He might have been bored, lonely or just plain mischievous. Only Leo, a Baltimore County police dog, knows why he unlatched his kennel Monday night, pushed open a door at the county canine facility and trotted off into the streets.
His escape prompted a five-hour search that included officers from a nearby precinct, officers from the special operations division and a helicopter, county police said yesterday. And had it not been for a woman who specializes in tracking down missing dogs, Leo might still be on the lam.
FOR THE RECORD - An article in yesterday's Maryland section about a missing Baltimore County police dog misspelled the last name of the woman who returned the dog to police. She is Deborah-Marie Lipscomb.
Around 6:30 p.m. Monday, an alarm went off at the Baltimore County Police Department's K-9 Unit on Park Drive in the Baltimore Highlands area. Officers found an open kennel door and no dog. Immediately, the word was put out - Leo, a 6-year-old black Lab who works as a bomb- and gun-sniffing dog - was missing.

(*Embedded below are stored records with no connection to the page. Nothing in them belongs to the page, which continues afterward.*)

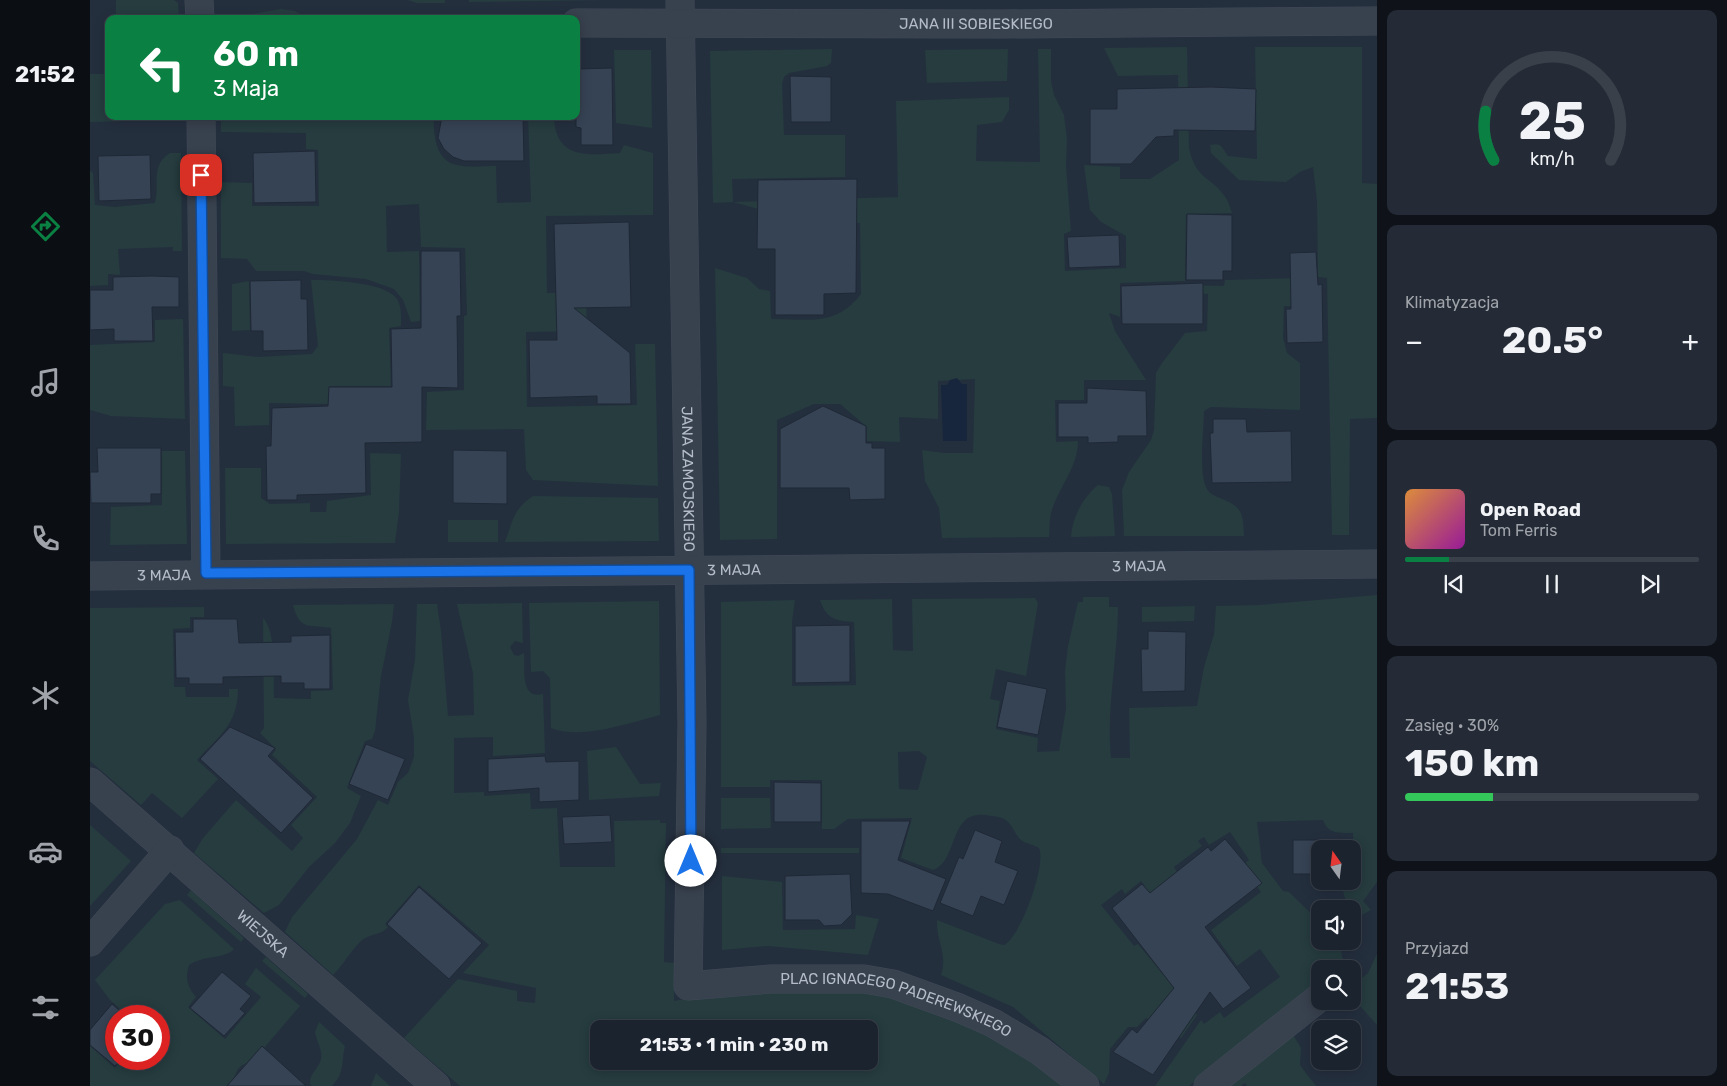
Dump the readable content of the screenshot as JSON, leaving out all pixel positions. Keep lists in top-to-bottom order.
{
  "streets": {
    "street": [
      "JANA III SOBIESKIEGO",
      "JANA ZAMOJSKIEGO",
      "3 MAJA",
      "WIEJSKA",
      "PLAC IGNACEGO PADEREWSKIEGO"
    ]
  },
  "crossings": [
    ["JANA III SOBIESKIEGO", "JANA ZAMOJSKIEGO"],
    ["JANA ZAMOJSKIEGO", "3 MAJA"],
    ["JANA ZAMOJSKIEGO", "PLAC IGNACEGO PADEREWSKIEGO"]
  ],
  "north": "top",
  "page": {
    "tabs": "21:52",
    "turn": ["60 m", "3 Maja"],
    "tile": [
      "Klimatyzacja",
      ["Zasięg · 30%", "150 km"],
      ["Przyjazd", "21:53"]
    ],
    "heat": ["−", "20.5°", "+"],
    "song": ["Open Road", "Tom Ferris"],
    "limit": "30",
    "trip": "21:53 · 1 min · 230 m",
    "gauge": ["25", "km/h"]
  }
}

But the crafty canine wasn't lost for long.
Mike Benton said he was walking on Patapsco Avenue about 8 p.m., looking for a lost cat, when he saw a black Lab bounding into traffic. The dog looked scared, he said, so he took him home and fed him steak. Benton, a 37-year-old electrician, went to bed, apparently unaware that he was harboring a police fugitive.
Deborah-Marie Litscomb, a Baltimore woman who runs Guardian Angel Pet Locators and Rescue, was told by a friend who listens to a police scanner about the hunt. She was busy celebrating her birthday and didn't leave right away. But about 10:30 p.m., when she heard that Leo still had not been located, she decided to join the search.
Litscomb jumped in her sport utility vehicle and headed toward the K-9 Unit - her instinct told her that Leo wouldn't have gone far. She drove around unfamiliar streets, her car loaded with her usual arsenal of dog food and leashes, her pockets weighted with treats.
As Litscomb whistled out her window on Baltimore Street, a woman waved her down and told her that a neighbor had found a dog earlier that night. Litscomb knocked on Benton's door, and she found herself looking at a black Lab.
"Leo?" she said she called cautiously.
"He turned around and jumped on me and gave me the biggest dog hug," she said.
She waited with Leo in her SUV until police arrived, around 11:30 p.m.
"He was very anxious but well-behaved," Litscomb said, adding that when the officers arrived, "we were all overjoyed."
She said that as the officers played with Leo, she heard one of them say into his police radio, "The suspect is in custody."
Police do not know how Leo was able to escape from the facility, said Officer Sean Vinson, a county police spokesman. Leo is the first police dog to do so, he added.
"We will do an administrative review to find out what happened so we know how to not have it happen again," he said.